Defensiv klappte es gut: Mit viel Einsatz und Unterstützung für den Nebenmann gewann das DFB-Team insgesamt stolze 60,8 Prozent aller geführten Zweikämpfe. Hier waren die Spieler in doppelter Hinsicht hervorragend eingestellt. Im Spiel nach vorn müssen die Laufwege erst noch abgestimmt werden: So mancher Steilpass wurde in Halbzeit eins in einen freien Raum geschickt, der auch frei von Mitspielern war.

Die gute Nachricht: Sollte Löw dieser Elf auch in diesem System weiter das Vertrauen schenken, sind Verbesserungen vorgezeichnet.

Negativ: Mats Hummels mit dem entscheidenden Fehler

Jerome Boateng war vorzeitig abgereist. Stattdessen geriet der zweite etablierte Innenverteidiger zum Pechvogel. Hummels machte seine Sache lange Zeit gut, gewann 75 Prozent seiner Zweikämpfe und spielte ein paar kluge Pässe. Doch seine fehlende Schnelligkeit machte sich erneut negativ bemerkbar.

Gegen Mbappe alt auszusehen, das gelingt so ziemlich jedem Innenverteidiger der Welt dieser Tage. Bei Hummels reichte aber hier und da auch ein tüchtiger Vorsprung nicht, stattdessen mussten Fouls und einmal ein cleveres Reinstellen des Körpers herhalten, dass glücklicherweise nicht gepfiffen wurde.

Dass er aber auch Matuidi in den Strafraum ziehen lassen musste, ist kein gutes Zeichen - selbst wenn der Elfmeter extrem großzügiger Auslegung bedurfte. Da half alles Reklamieren nicht, auch nach Abpfiff. Hummels geht die Souveränität vergangener Tage derzeit ab. Das lässt sich auch an seinen oft stachligen Interviews erkennen.

Negativ: Das fehlende "Spielglück"

Ein Begriff, der zuletzt von der deutschen Mannschaft mehrfach bemüht wurde, wenn es darum ging zu beschreiben, warum es derzeit nicht läuft - ebenfalls übrigens vom FC Bayern. "Spielglück" fasst so ziemlich alles zusammen, was man so braucht, um ein Spiel zu gewinnen, bei dem man nicht die bessere Mannschaft war. Oder umgekehrt das "mangelnde Spielglück", wenn man ein Spiel verliert, das man eben nicht verlieren muss.

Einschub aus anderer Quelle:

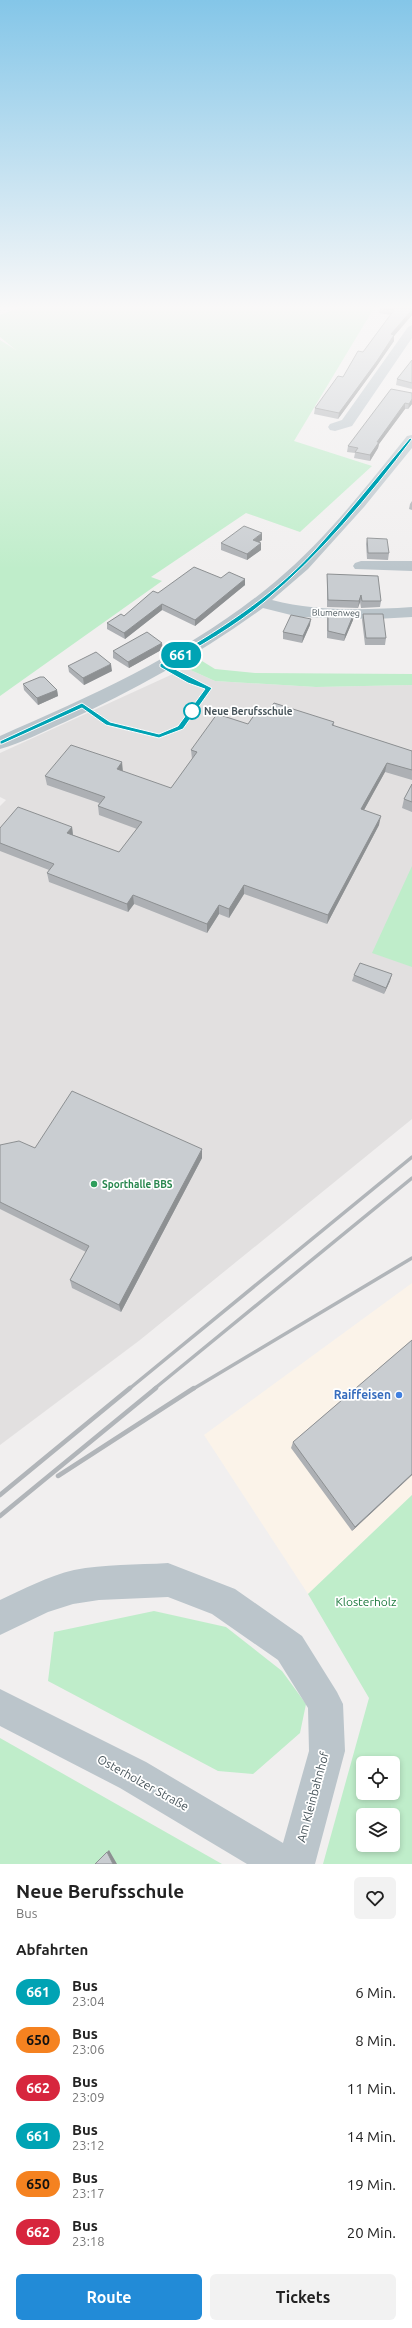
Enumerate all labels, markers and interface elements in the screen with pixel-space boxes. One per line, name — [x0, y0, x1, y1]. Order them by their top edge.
street label: Blumenweg — [312, 608, 360, 618]
line badge: 661 — [158, 642, 204, 668]
text: 661 — [169, 647, 193, 663]
marker: Neue Berufsschule — [183, 702, 201, 720]
place label: Neue Berufsschule — [204, 706, 293, 717]
marker: Sporthalle BBS — [89, 1179, 99, 1189]
place label: Sporthalle BBS — [102, 1179, 173, 1190]
place label: Raiffeisen — [334, 1388, 391, 1401]
marker: Raiffeisen — [394, 1390, 404, 1400]
park label: Klosterholz — [335, 1595, 397, 1608]
street label: Am Kleinbahnhof — [294, 1750, 331, 1844]
street label: Osterholzer Straße — [95, 1752, 191, 1813]
map controls — [356, 1756, 400, 1852]
button: locate — [356, 1756, 400, 1800]
button: layers — [356, 1808, 400, 1852]
button: heart — [354, 1877, 396, 1919]
text: Neue Berufsschule — [16, 1880, 184, 1902]
text: Bus — [16, 1906, 37, 1920]
text: Abfahrten — [16, 1941, 88, 1958]
text: Bus — [72, 1977, 98, 1994]
text: 661 — [26, 1984, 50, 2000]
text: 6 Min. — [355, 1984, 396, 2001]
text: 23:04 — [72, 1994, 105, 2008]
text: Bus — [72, 2025, 98, 2042]
text: 650 — [26, 2032, 50, 2048]
text: 8 Min. — [355, 2032, 396, 2049]
text: 23:06 — [72, 2042, 105, 2056]
text: Bus — [72, 2073, 98, 2090]
text: 662 — [26, 2080, 50, 2096]
text: 11 Min. — [347, 2080, 396, 2097]
text: 23:09 — [72, 2090, 105, 2104]
text: Bus — [72, 2121, 98, 2138]
text: 661 — [26, 2128, 50, 2144]
text: 14 Min. — [347, 2128, 396, 2145]
text: 23:12 — [72, 2138, 105, 2152]
text: Bus — [72, 2169, 98, 2186]
text: 650 — [26, 2176, 50, 2192]
text: 19 Min. — [347, 2176, 396, 2193]
text: 23:17 — [72, 2186, 105, 2200]
text: Bus — [72, 2217, 98, 2234]
text: 662 — [26, 2224, 50, 2240]
text: 20 Min. — [347, 2224, 396, 2241]
text: 23:18 — [72, 2234, 105, 2248]
button: Route — [16, 2274, 202, 2320]
button: Tickets — [210, 2274, 396, 2320]

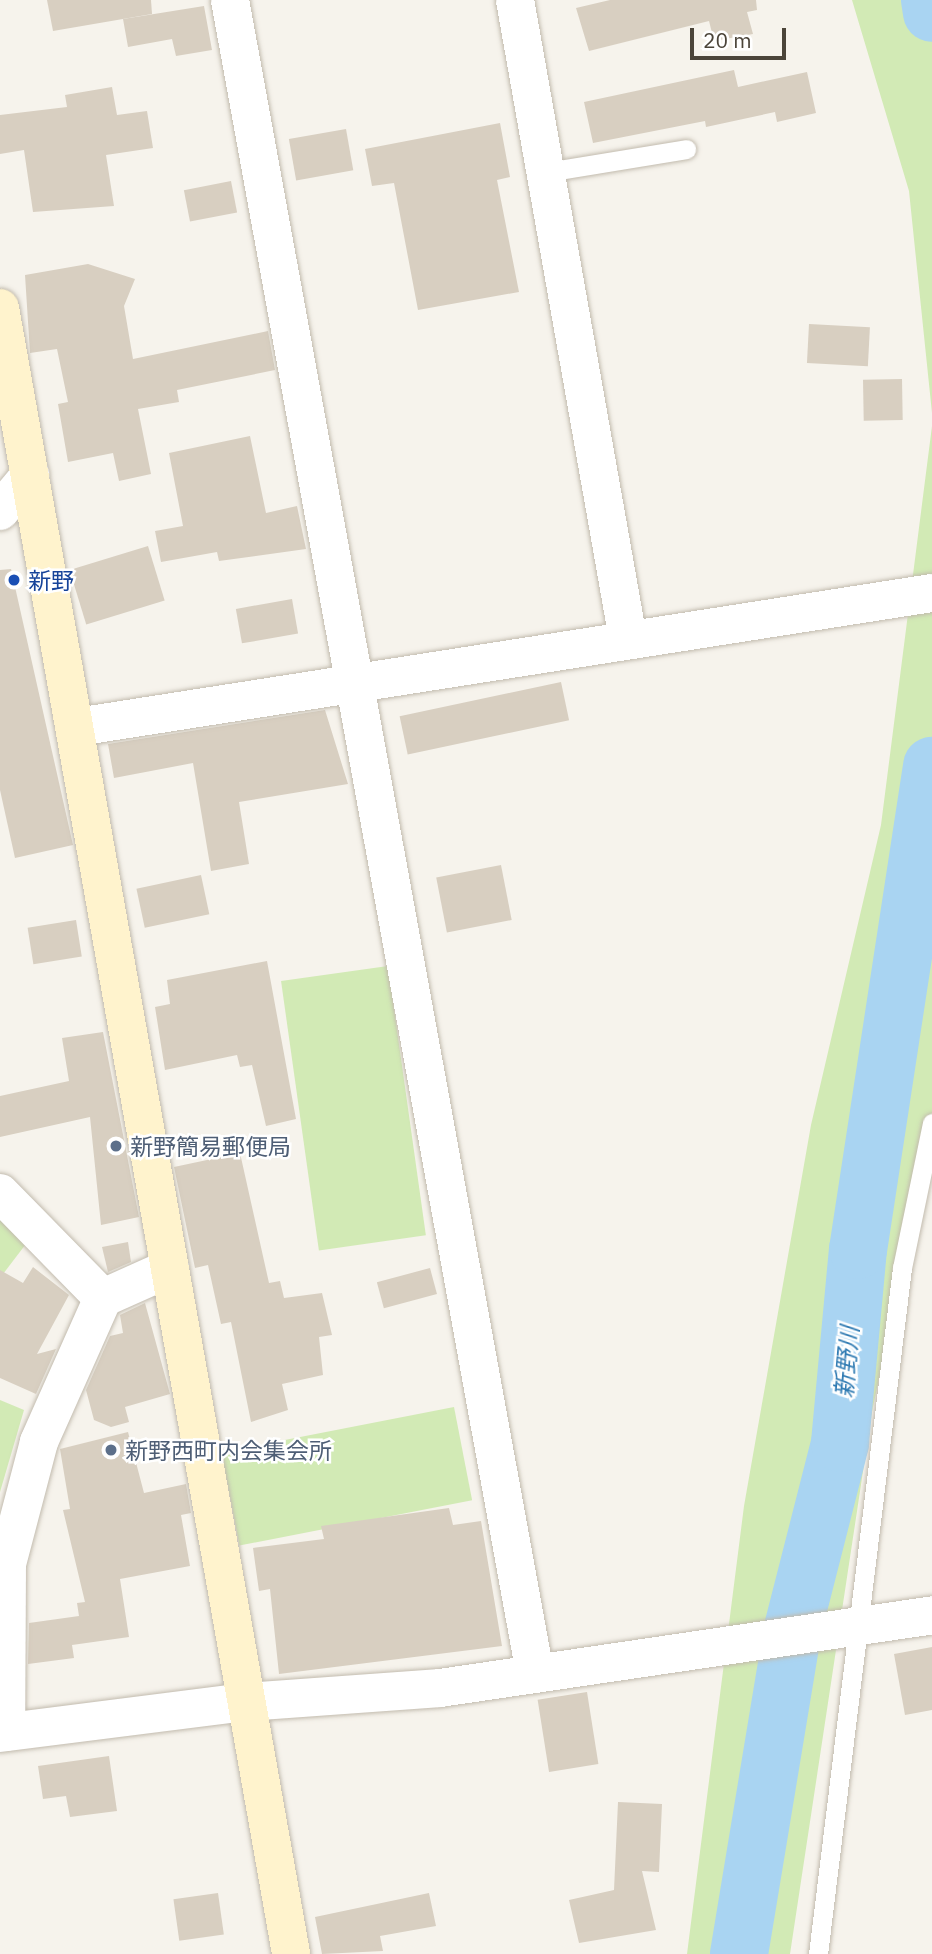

Weltmeister Frankreich hat dieses Spielglück derzeit gefühlt gepachtet. Auch deshalb kann man sich bei der Equipe Tricolore die erste Hälfte gefühlt freinehmen: im Bewusstsein der eigenen Stärke und der Tatsache, dass es am Ende schon irgendwie laufen wird.

Bei den Deutschen läuft es nicht. Vorn fehlen Zentimeter, hinten hat Neuer kein Spielglück. So entscheiden am Ende ein Kopfball, den Antoine Griezmann so perfekt nur selten treffen wird, und ein geschenkter Elfmeter zugunsten Frankreichs. Es ist kein Wunder, dass bei den DFB-Akteuren zuletzt immer öfter der Frust durchschien. Toni Kroos fasste es treffend zusammen: "Aktuell wird uns einfach nichts geschenkt."